For yeast washing, possibly too flocculant! I've harvested this yeast from the bottom of a primary twice now, but with some difficulty. After agitating the cake, the yeast seems to drop out of suspension as fast as (if not faster than) the trub. This makes it very difficult to get a nice, clean cake, in my experience.

Any thoughts on how to fix this? Is it even a problem worth worrying about? And what is preferrable, lots of yeast with some of the bad stuff mixed in, or a very small amount of pure yeast? And, has anyone else had this problem with 007?

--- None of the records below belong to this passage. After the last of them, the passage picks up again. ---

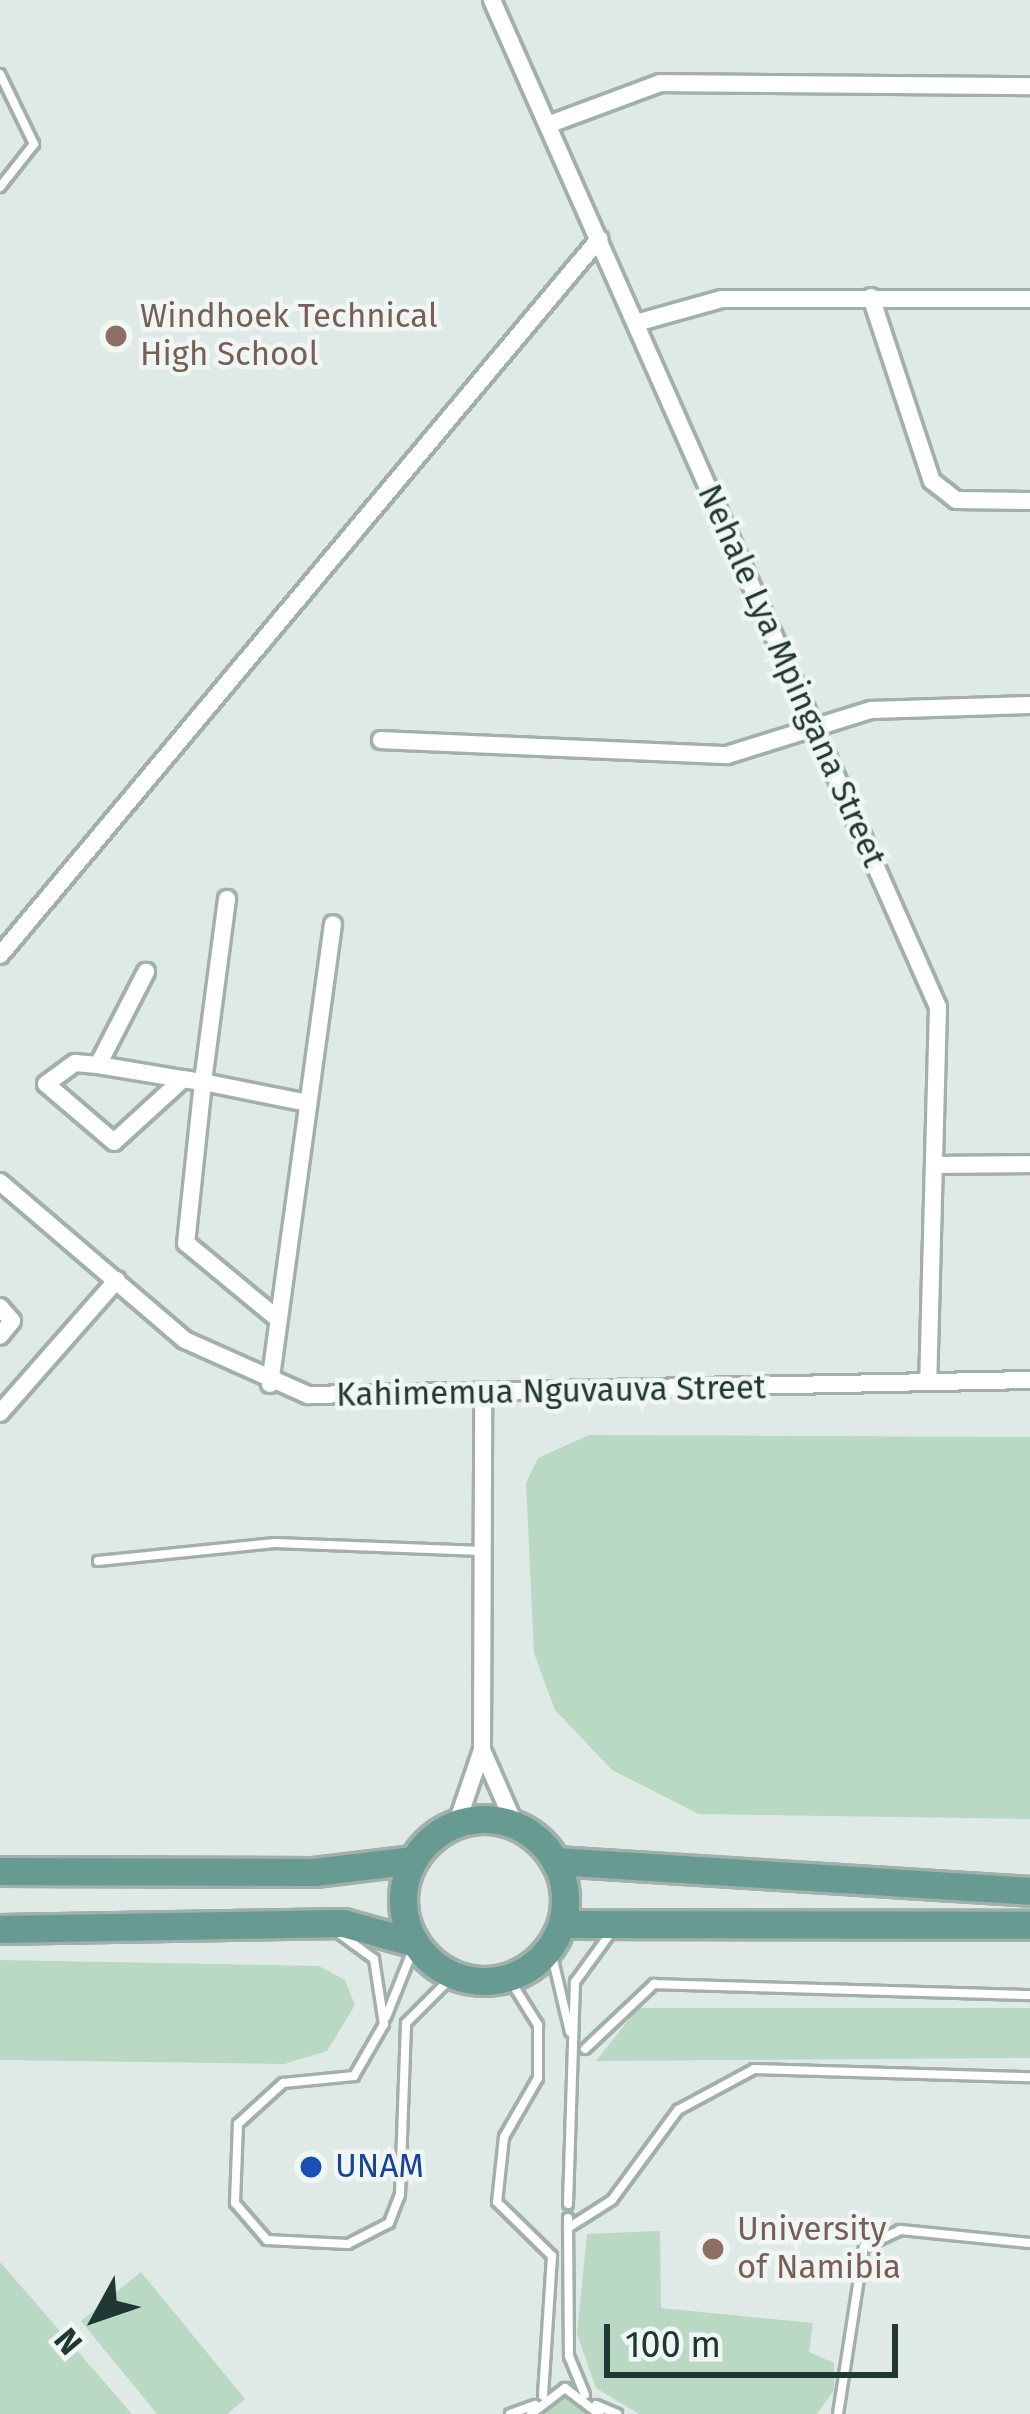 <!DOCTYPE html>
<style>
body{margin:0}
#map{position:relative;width:1030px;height:2414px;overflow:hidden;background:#dfe9e5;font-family:"Fira Sans",sans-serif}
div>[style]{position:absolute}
.green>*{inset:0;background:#b9d9c4}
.roads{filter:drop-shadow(3px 0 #a2b0ac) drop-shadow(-3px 0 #a2b0ac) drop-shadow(0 3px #a2b0ac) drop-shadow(0 -3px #a2b0ac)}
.lane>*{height:8px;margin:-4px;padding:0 4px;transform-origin:4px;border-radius:4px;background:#fff}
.street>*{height:16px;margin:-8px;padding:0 8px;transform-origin:8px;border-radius:8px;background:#fff}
.primary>*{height:27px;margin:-13.5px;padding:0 13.5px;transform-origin:13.5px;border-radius:13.5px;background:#679b92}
.primary>.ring{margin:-13.5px;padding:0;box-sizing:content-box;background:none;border:27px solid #679b92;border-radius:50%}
.dots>*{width:33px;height:33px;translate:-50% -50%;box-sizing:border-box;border:6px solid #eff6f3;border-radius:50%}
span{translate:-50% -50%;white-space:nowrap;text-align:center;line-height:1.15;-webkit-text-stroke:9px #eff6f3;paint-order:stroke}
.education-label{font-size:33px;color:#785e54}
.left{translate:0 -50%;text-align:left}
.street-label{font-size:33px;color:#213733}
.transit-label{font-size:33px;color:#164399}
.north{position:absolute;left:36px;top:2258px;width:120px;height:120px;-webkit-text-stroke:9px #eff6f3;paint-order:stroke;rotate:230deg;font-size:33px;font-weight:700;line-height:48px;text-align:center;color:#213733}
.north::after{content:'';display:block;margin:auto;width:42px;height:54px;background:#213733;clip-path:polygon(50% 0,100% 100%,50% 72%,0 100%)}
.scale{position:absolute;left:604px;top:2324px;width:294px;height:54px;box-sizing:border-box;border:6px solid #213733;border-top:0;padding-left:15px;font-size:36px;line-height:42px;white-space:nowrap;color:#213733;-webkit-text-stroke:9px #eff6f3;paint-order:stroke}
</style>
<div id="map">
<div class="green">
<i style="clip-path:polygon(589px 1435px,1030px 1437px,1030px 1819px,699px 1814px,612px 1770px,555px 1710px,534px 1653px,526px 1483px,538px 1458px)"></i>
<i style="clip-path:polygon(0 1960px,319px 1966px,345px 1980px,355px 2005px,327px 2051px,284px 2064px,0 2060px)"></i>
<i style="clip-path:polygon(638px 2008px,1030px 2008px,1030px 2058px,596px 2061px)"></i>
<i style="clip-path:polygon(660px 2231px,661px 2308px,813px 2323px,809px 2352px,834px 2363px,834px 2390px,817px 2414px,639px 2414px,596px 2388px,577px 2334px,587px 2234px)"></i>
<i style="clip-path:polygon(0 2262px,132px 2414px,0 2414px)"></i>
<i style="clip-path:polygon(141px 2272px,245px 2399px,227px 2414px,157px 2414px,81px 2321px)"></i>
<i style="clip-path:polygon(560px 2395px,569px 2395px,593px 2414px,538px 2414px)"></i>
</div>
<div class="roads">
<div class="lane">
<i style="left:0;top:74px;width:78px;rotate:64.1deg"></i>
<i style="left:34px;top:144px;width:55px;rotate:128.3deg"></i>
<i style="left:98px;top:1561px;width:178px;rotate:-5.8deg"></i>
<i style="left:275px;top:1543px;width:207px;rotate:2.2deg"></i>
<i style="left:340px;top:1934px;width:42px;rotate:36.3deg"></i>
<i style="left:374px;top:1959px;width:66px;rotate:81.3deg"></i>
<i style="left:384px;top:2024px;width:60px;rotate:120deg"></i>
<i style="left:354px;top:2076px;width:71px;rotate:174.4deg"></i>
<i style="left:283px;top:2083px;width:61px;rotate:137.7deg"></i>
<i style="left:238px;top:2124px;width:79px;rotate:92.2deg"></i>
<i style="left:235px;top:2203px;width:49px;rotate:49.1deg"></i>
<i style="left:267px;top:2240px;width:81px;rotate:2.8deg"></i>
<i style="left:348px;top:2244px;width:46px;rotate:-27.1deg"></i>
<i style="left:389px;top:2223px;width:30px;rotate:-69deg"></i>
<i style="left:400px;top:2195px;width:172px;rotate:-88deg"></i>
<i style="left:406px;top:2023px;width:68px;rotate:-45deg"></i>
<i style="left:550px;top:1947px;width:87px;rotate:76.8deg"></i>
<i style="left:508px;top:1977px;width:57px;rotate:58deg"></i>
<i style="left:538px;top:2025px;width:53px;rotate:90deg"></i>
<i style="left:538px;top:2078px;width:68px;rotate:120deg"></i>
<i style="left:504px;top:2137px;width:65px;rotate:96.1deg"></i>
<i style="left:497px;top:2202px;width:77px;rotate:44.5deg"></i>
<i style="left:552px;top:2256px;width:140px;rotate:93.7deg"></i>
<i style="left:386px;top:2017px;width:75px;rotate:-68.2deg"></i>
<i style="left:585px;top:2049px;width:95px;rotate:-43.3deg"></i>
<i style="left:654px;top:1984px;width:376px;rotate:1.7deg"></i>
<i style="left:568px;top:2204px;width:222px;rotate:-88.2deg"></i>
<i style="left:575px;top:1982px;width:63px;rotate:-54deg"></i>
<i style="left:568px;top:2218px;width:138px;rotate:89.6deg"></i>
<i style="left:569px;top:2356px;width:42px;rotate:67.7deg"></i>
<i style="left:568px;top:2228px;width:52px;rotate:-32.5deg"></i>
<i style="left:612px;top:2200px;width:112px;rotate:-53.7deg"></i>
<i style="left:678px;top:2110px;width:86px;rotate:-28.3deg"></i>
<i style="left:754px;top:2069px;width:276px;rotate:1.7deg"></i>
<i style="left:596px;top:2405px;width:23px;rotate:23deg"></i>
<i style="left:510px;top:2414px;width:27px;rotate:-20deg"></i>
<i style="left:531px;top:2414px;width:43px;rotate:-37.4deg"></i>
<i style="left:565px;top:2388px;width:43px;rotate:37.4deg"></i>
<i style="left:838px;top:2414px;width:169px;rotate:-81.2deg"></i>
<i style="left:864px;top:2247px;width:40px;rotate:-25deg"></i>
<i style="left:900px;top:2230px;width:131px;rotate:5.7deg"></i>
</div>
<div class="street">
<i style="left:492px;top:0;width:1101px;rotate:66.11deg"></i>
<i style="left:938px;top:1007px;width:375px;rotate:91.5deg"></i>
<i style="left:550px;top:124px;width:117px;rotate:-20.4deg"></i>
<i style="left:660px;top:83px;width:370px;rotate:0.5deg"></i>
<i style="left:871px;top:297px;width:194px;rotate:71.7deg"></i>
<i style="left:932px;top:481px;width:31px;rotate:38deg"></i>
<i style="left:956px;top:500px;width:74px;rotate:0.8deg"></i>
<i style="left:636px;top:323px;width:89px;rotate:-15.6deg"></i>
<i style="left:722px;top:299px;width:308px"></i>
<i style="left:381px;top:740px;width:346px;rotate:2.5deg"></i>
<i style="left:727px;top:755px;width:151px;rotate:-17.4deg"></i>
<i style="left:871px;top:710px;width:159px;rotate:-1.8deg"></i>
<i style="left:227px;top:899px;width:185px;rotate:97.5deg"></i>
<i style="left:203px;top:1082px;width:106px;rotate:11.4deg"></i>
<i style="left:0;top:955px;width:934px;rotate:-50.08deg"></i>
<i style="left:75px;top:1063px;width:23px;rotate:5deg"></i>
<i style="left:98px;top:1065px;width:86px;rotate:9.4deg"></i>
<i style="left:183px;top:1079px;width:93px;rotate:137.6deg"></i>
<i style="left:114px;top:1142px;width:89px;rotate:-139.5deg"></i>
<i style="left:46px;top:1084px;width:36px;rotate:-36deg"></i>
<i style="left:98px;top:1065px;width:105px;rotate:-62.7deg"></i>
<i style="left:183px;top:1079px;width:20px;rotate:9deg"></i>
<i style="left:203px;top:1082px;width:162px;rotate:96deg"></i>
<i style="left:186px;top:1243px;width:119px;rotate:39.6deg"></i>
<i style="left:941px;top:1165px;width:89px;rotate:-0.6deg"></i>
<i style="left:0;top:1182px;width:243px;rotate:40.5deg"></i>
<i style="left:185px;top:1340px;width:135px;rotate:24.1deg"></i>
<i style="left:308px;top:1395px;width:722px;rotate:-1.19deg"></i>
<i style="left:0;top:1307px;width:18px;rotate:49deg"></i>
<i style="left:12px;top:1321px;width:19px;rotate:129deg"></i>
<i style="left:270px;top:1384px;width:464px;rotate:-82.2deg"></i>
<i style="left:0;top:1413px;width:177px;rotate:-48.7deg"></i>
<i style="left:482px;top:1750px;width:82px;rotate:66.3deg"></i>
<i style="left:457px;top:1823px;width:77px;rotate:-71.1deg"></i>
<i style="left:482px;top:1750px;width:353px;rotate:-89.8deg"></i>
</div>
<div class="primary">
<i class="ring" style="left:403px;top:1819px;width:135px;height:135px"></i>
<i style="left:555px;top:1861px;width:476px;rotate:3.6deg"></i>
<i style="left:0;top:1871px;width:314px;rotate:0.2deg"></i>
<i style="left:314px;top:1872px;width:100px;rotate:-6.9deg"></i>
<i style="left:562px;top:1924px;width:468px;rotate:0.1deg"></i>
<i style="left:0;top:1929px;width:343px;rotate:-1deg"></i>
<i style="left:343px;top:1923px;width:75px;rotate:15.5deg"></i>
</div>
</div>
<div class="dots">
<i style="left:116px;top:336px;background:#8d6e63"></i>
<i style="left:311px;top:2167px;background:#1a4fb4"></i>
<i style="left:713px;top:2249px;background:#8d6e63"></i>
</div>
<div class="education-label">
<span class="left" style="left:140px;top:336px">Windhoek Technical<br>High School</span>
<span class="left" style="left:737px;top:2249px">University<br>of Namibia</span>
</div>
<div class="street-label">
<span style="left:791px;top:676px;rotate:66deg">Nehale Lya Mpingana Street</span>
<span style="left:551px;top:1392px;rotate:-1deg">Kahimemua Nguvauva Street</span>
</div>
<div class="transit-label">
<span class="left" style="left:335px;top:2167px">UNAM</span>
</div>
<div class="north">N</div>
<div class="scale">100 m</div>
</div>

Any and all suggestions are appreciated. Thanks!
 
With WLP007, I started making starters bigger than what I actually needed and just splitting the starter into a few jars. That way there is really no worry about hops and all that other junk you get when washing yeast. I tried washing 007 one time and that was enough for me!
 
With WLP007, I started making starters bigger than what I actually needed and just splitting the starter into a few jars. That way there is really no worry about hops and all that other junk you get when washing yeast. I tried washing 007 one time and that was enough for me!

I have found this to be a good strategy as well - It is at least "as easy" to get the yeast before fermentation as it is after fermentation, and requires no "washing" and then just step it up into a bigger starter...

I actually do this with most of my yeast, unless I know I am going to brew with something within a couple weeks of getting it out of my fermenter.
 
I've heard this method mentioned before. Do you store the extra yeast under the starter, or decant the starter off, introduce some sterile water and store the yeast under that?
 
I've heard this method mentioned before. Do you store the extra yeast under the starter, or decant the starter off, introduce some sterile water and store the yeast under that?

I've used both methods with no problems. I've got a starter of WLP007 going right now.
 
Woodlands blog has been showing that the viability of yeast mixed with trub is just as high as well washed yeast. The part you want to separate is the liquid layer because it can be higher in bacteria. I've switched to pouring water in, letting it settle, decanting the liquid, and jarring up all the sediment (unless there is a large amount of hop debris). Then i top off with sanatized water. You loose a ton of yeast when you try to remove the trub and there is little benefit. I rinsed some 1968 which is super flocculant and have two jars with 250 ml each!